Male                     24039
Female                    5016
Not described               57
Transwoman (MTF)            20
Transman (FTM)               5
Gender non-conforming        2
Name: complainant_gender, dtype: int64

Null Hypothesis: 
My model is fair; the accuracy for female is approximately equal to the accuracies of the other genders

Alternate Hypothesis: 
My model is not fair; the accuracy for female is not approximately equal to the accuracies of the other genders

In [20]:
#Conduct permutation test
Xtrain, Xtest, Ytrain, Ytest = train_test_split(
    allegations.drop(["complainant_ethnicity"], axis = 1),
    allegations["complainant_ethnicity"], test_size=0.2)
model2.fit(Xtrain, Ytrain)

#Put together test data to subset by Female
concat = pd.concat([Xtest, Ytest], axis = 1)
females = concat[concat["complainant_gender"] == "Female"]

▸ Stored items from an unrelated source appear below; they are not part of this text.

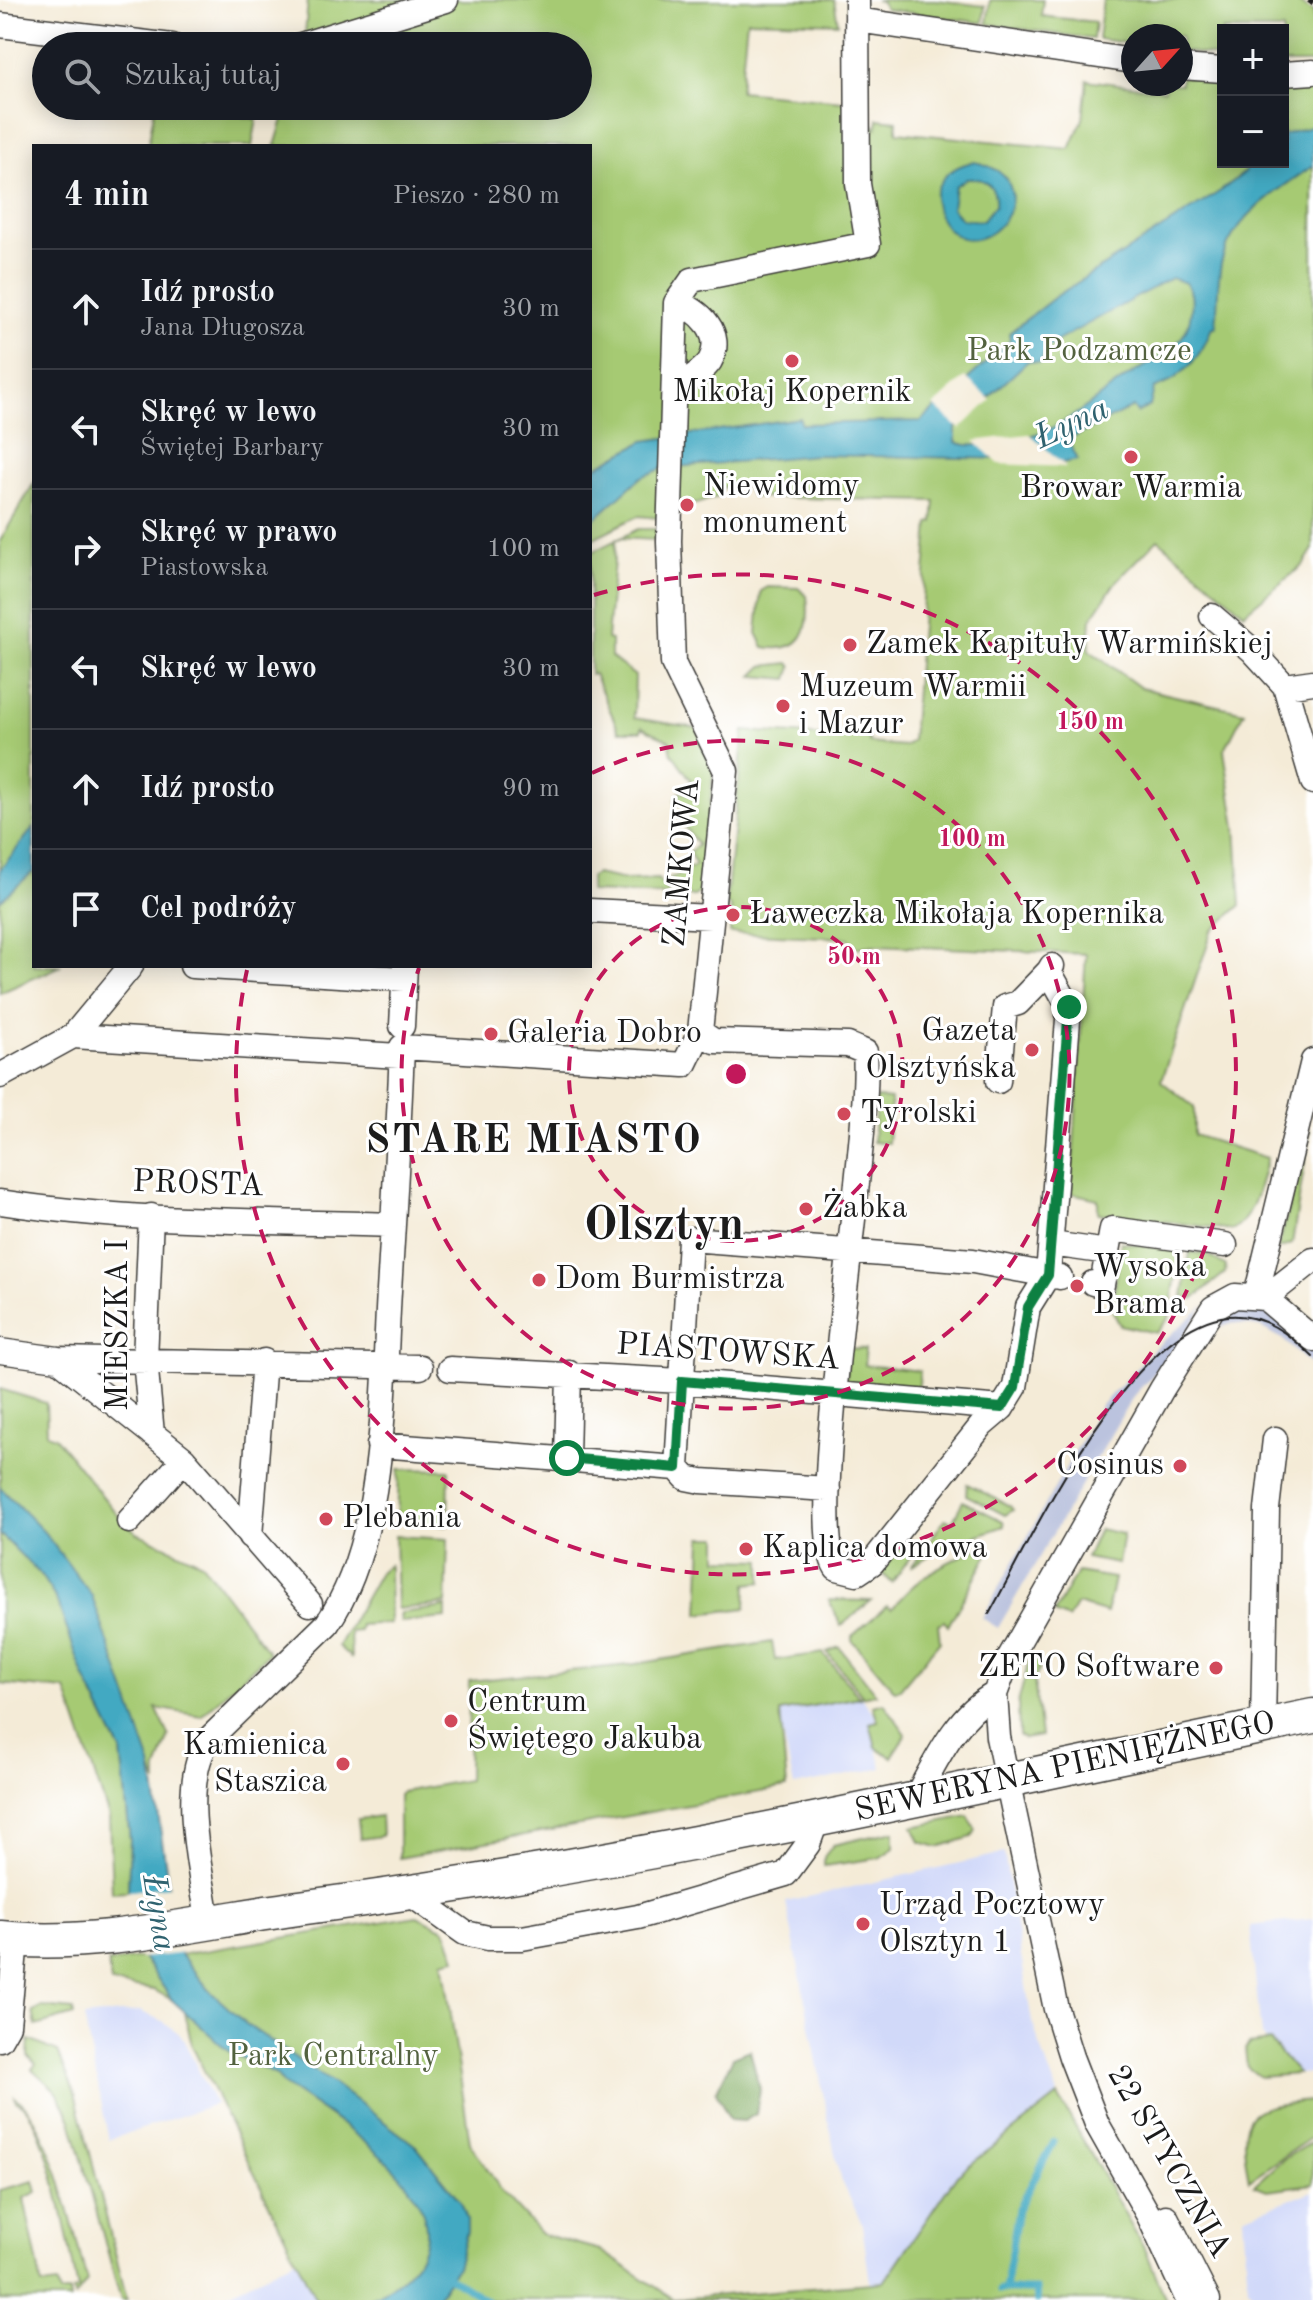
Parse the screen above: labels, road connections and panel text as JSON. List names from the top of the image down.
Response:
{
  "streets": {
    "street": [
      "ZAMKOWA",
      "PROSTA",
      "MIESZKA I",
      "PIASTOWSKA",
      "SEWERYNA PIENIĘŻNEGO",
      "22 STYCZNIA"
    ]
  },
  "crossings": [
    ["ZAMKOWA", "PROSTA"],
    ["PROSTA", "MIESZKA I"],
    ["SEWERYNA PIENIĘŻNEGO", "22 STYCZNIA"]
  ],
  "districts": ["STARE MIASTO", "Olsztyn"],
  "water": ["Łyna"],
  "parks": ["Park Podzamcze", "Park Centralny"],
  "places": [
    "Mikołaj Kopernik",
    "Browar Warmia",
    "Niewidomy monument",
    "Zamek Kapituły Warmińskiej",
    "Muzeum Warmii i Mazur",
    "Ławeczka Mikołaja Kopernika",
    "Galeria Dobro",
    "Gazeta Olsztyńska",
    "Tyrolski",
    "Żabka",
    "Dom Burmistrza",
    "Wysoka Brama",
    "Cosinus",
    "Plebania",
    "Kaplica domowa",
    "ZETO Software",
    "Centrum Świętego Jakuba",
    "Kamienica Staszica",
    "Urząd Pocztowy Olsztyn 1"
  ],
  "north": "top right",
  "page": {
    "map_buttons": ["+", "−"],
    "search": "Szukaj tutaj",
    "heading": ["4 min", "Pieszo · 280 m"],
    "list": [
      ["Idź prosto", "Jana Długosza", "30 m"],
      ["Skręć w lewo", "Świętej Barbary", "30 m"],
      ["Skręć w prawo", "Piastowska", "100 m"],
      ["Skręć w lewo", "30 m"],
      ["Idź prosto", "90 m"],
      "Cel podróży"
    ]
  },
  "rings": ["150 m", "100 m", "50 m"]
}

#Find accuracy of model on Female subset
femaleobs = model2.score(females.drop(["complainant_ethnicity"], axis = 1),
    females["complainant_ethnicity"])

#Permute complainant_gender column and subset to compute shuffled gender accuracy
scores = []
n_trials = 1000
for trial in range(n_trials):
    permuted = concat.assign(shuffled = np.random.permutation(
        concat["complainant_gender"]))
    shuffled_female = permuted[permuted["shuffled"] == "Female"]
    scores.append(model2.score(
        shuffled_female.drop(["complainant_ethnicity"], axis = 1),
        shuffled_female["complainant_ethnicity"]))
    
#How often do we see a accuracy this low
np.count_nonzero(femaleobs >= scores) / n_trials

0.0

With a p-value of approximately 0, we reject the null hypothesis. Therefore, the final model is not fair; the accuracy for female is not approximately equal to the accuracies of the other genders. This model should definitely be further revised before considering using this model for any reason other than this project.